Also bear in mind that you can be quite certain that you are now "doing a thing already done." Pause what you're doing, put thoughts of sockets and such aside, and look at what you're doing in the context of others who have already approached the same business problem. How did they do it?
I totally agree on the first part, but not on the second part, the reason for this is yes of course everything has been done that we are likely to do, but has it been done properly? Never look at other code, you will pick up the same bugs and problems their code has. I realize true hackers are few and getting fewer as the years go by, because we are stuck in a world were HHL and common libraries "solve" almost all our problems, but don't necessarily solve Your problem, once this is realized we try to work around the problem rather then reimplementing it, while this has worked so far, it is also the direct result of why we need CPU's 4 times the speed of what they actually need to be, we waste cycles doing stupid things rather then proper things.

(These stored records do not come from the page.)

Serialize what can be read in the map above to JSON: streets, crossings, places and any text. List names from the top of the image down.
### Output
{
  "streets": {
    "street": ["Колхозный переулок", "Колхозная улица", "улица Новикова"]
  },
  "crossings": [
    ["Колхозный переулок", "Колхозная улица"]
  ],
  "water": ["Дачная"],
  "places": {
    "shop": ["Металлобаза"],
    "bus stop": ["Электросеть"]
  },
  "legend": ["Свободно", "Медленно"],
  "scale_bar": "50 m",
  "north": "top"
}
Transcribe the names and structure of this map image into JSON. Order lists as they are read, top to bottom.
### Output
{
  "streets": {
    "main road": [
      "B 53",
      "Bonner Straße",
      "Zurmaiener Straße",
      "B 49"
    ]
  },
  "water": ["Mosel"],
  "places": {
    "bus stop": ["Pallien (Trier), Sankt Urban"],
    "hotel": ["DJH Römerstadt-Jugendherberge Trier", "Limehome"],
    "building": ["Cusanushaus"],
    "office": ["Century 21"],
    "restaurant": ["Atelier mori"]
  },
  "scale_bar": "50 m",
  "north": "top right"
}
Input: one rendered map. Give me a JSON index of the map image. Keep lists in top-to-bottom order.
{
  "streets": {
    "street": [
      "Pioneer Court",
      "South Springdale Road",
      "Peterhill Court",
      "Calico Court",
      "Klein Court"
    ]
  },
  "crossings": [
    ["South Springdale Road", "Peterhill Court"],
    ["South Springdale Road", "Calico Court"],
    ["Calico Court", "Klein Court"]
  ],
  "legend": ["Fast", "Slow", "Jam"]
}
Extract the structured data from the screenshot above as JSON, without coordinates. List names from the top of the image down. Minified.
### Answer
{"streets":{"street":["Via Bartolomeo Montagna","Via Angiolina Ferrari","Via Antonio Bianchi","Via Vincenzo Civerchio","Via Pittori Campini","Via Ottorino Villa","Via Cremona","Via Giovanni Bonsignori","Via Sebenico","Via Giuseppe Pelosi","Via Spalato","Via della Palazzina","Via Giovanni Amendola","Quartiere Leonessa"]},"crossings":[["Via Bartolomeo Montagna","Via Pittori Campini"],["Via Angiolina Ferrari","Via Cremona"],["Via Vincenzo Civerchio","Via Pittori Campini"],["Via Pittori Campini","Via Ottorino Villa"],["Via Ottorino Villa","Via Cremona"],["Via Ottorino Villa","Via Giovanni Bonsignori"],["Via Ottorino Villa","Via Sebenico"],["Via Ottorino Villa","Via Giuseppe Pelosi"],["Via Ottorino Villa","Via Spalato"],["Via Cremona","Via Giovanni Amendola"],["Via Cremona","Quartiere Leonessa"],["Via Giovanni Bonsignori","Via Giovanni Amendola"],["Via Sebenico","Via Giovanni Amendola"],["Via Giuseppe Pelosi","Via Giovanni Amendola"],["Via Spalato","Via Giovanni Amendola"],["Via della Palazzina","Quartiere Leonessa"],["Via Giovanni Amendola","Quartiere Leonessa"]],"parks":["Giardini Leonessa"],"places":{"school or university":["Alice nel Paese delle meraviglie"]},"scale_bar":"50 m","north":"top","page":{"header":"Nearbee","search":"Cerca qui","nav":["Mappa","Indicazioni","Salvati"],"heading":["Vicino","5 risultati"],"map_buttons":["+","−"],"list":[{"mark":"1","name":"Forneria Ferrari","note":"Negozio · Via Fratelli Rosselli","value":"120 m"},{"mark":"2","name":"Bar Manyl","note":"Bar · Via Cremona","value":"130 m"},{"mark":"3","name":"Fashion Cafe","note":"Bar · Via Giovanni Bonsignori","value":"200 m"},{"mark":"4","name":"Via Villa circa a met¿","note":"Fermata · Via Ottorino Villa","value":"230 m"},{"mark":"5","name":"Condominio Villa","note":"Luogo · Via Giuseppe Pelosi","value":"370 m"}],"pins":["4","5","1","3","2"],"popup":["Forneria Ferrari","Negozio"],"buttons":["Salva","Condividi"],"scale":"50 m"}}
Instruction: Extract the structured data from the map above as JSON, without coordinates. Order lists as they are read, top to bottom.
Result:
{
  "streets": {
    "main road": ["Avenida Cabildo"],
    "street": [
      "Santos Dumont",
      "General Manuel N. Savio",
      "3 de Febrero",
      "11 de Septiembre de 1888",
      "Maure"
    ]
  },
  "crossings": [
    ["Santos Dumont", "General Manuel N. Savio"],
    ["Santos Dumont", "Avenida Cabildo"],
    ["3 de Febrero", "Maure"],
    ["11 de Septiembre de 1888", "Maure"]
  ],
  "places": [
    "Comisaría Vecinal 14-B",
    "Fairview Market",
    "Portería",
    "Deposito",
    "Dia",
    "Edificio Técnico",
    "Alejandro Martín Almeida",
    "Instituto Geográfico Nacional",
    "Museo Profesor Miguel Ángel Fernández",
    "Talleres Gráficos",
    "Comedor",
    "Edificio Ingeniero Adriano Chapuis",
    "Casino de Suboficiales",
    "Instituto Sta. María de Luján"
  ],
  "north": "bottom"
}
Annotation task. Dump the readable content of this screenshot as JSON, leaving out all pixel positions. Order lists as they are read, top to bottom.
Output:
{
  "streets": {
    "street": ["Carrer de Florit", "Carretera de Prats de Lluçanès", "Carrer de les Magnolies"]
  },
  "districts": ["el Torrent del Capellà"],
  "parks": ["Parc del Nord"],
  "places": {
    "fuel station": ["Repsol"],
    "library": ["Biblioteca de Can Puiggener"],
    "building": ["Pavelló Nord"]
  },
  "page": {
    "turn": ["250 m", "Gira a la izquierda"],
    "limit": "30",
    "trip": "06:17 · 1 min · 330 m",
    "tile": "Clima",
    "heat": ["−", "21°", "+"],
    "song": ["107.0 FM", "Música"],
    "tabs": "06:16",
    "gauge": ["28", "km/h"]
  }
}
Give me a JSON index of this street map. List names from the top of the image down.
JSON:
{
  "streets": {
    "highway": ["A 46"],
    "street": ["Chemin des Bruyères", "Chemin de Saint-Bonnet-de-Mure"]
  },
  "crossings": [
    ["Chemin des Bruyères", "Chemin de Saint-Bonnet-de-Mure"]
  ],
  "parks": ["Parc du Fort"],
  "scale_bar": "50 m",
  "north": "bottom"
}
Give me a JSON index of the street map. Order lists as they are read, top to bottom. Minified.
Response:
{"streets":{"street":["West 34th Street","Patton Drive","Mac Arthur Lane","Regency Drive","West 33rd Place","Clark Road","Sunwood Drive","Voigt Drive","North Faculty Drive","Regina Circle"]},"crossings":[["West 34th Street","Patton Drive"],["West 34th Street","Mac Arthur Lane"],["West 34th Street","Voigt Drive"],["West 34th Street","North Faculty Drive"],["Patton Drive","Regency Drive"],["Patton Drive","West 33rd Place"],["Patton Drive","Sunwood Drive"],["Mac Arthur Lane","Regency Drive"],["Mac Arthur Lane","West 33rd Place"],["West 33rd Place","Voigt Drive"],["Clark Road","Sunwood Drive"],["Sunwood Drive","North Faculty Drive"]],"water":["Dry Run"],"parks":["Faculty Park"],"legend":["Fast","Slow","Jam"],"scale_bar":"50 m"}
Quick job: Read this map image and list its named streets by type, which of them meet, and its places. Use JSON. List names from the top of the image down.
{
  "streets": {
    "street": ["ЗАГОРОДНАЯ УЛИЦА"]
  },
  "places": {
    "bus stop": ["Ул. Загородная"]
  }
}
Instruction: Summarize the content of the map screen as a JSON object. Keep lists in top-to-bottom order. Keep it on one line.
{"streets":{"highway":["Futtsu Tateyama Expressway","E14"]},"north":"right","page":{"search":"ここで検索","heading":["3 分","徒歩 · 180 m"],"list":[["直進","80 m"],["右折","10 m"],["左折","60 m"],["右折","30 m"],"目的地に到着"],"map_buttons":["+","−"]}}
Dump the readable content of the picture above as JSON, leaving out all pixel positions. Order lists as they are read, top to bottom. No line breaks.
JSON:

The best way to do things in my opinion is to reinvent the wheel (not every time) but as often as necessary, if the code doesn't fit, don't make it, rewrite it!
Dev's call it saving time, I call it laziness. I have written tons of custom routines to do things, but I have also rewritten most of my code when I saw the possibility to make it faster and it almost always worked the way I intended it to work, however there were a few times were things didn't turn out or I made the problem more complex.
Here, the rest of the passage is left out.